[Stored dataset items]

════

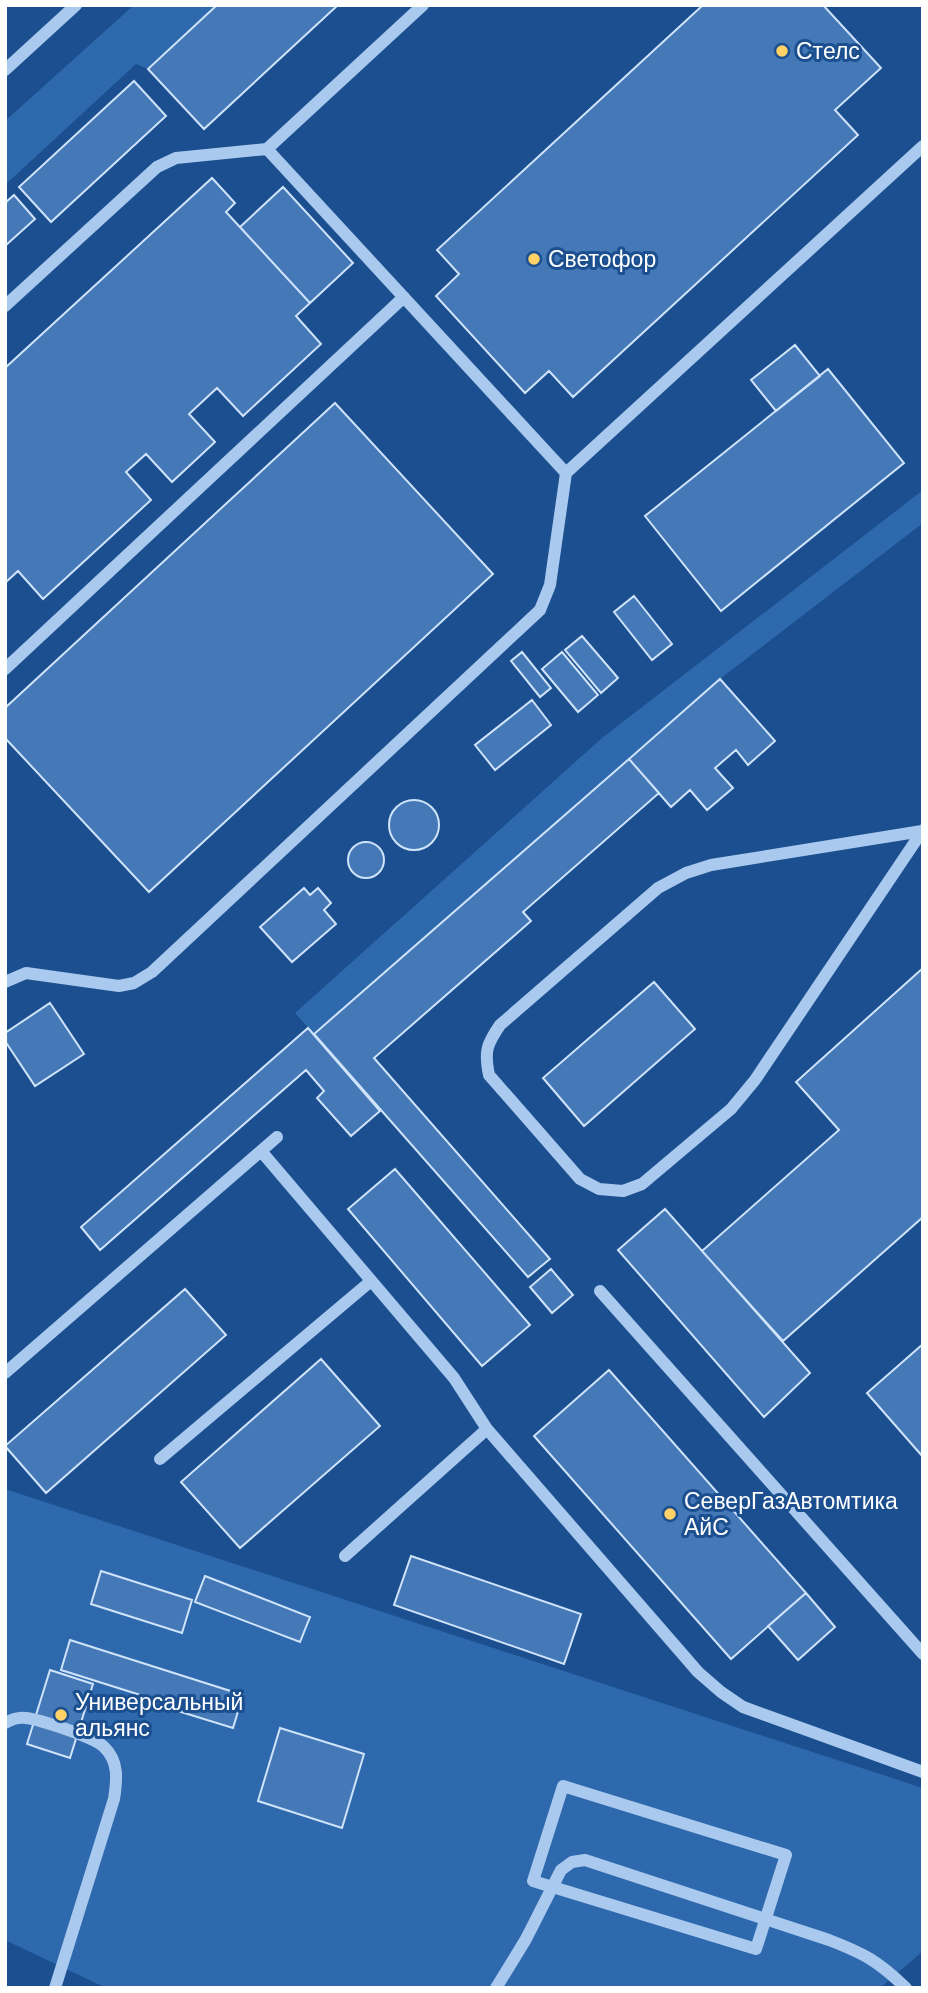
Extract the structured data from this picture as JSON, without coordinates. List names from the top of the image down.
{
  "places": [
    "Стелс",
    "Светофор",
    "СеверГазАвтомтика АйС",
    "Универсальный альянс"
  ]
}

════

=== EXERCISE REQUIREMENTS ===
Skipping any pictures, copy the entries exactly as they appear.

=== RESPONSE BOX ===
Extract the structured data from this picture as JSON, without coordinates. List names from the top of the image down.
{
  "places": [
    "Стелс",
    "Светофор",
    "СеверГазАвтомтика АйС",
    "Универсальный альянс"
  ]
}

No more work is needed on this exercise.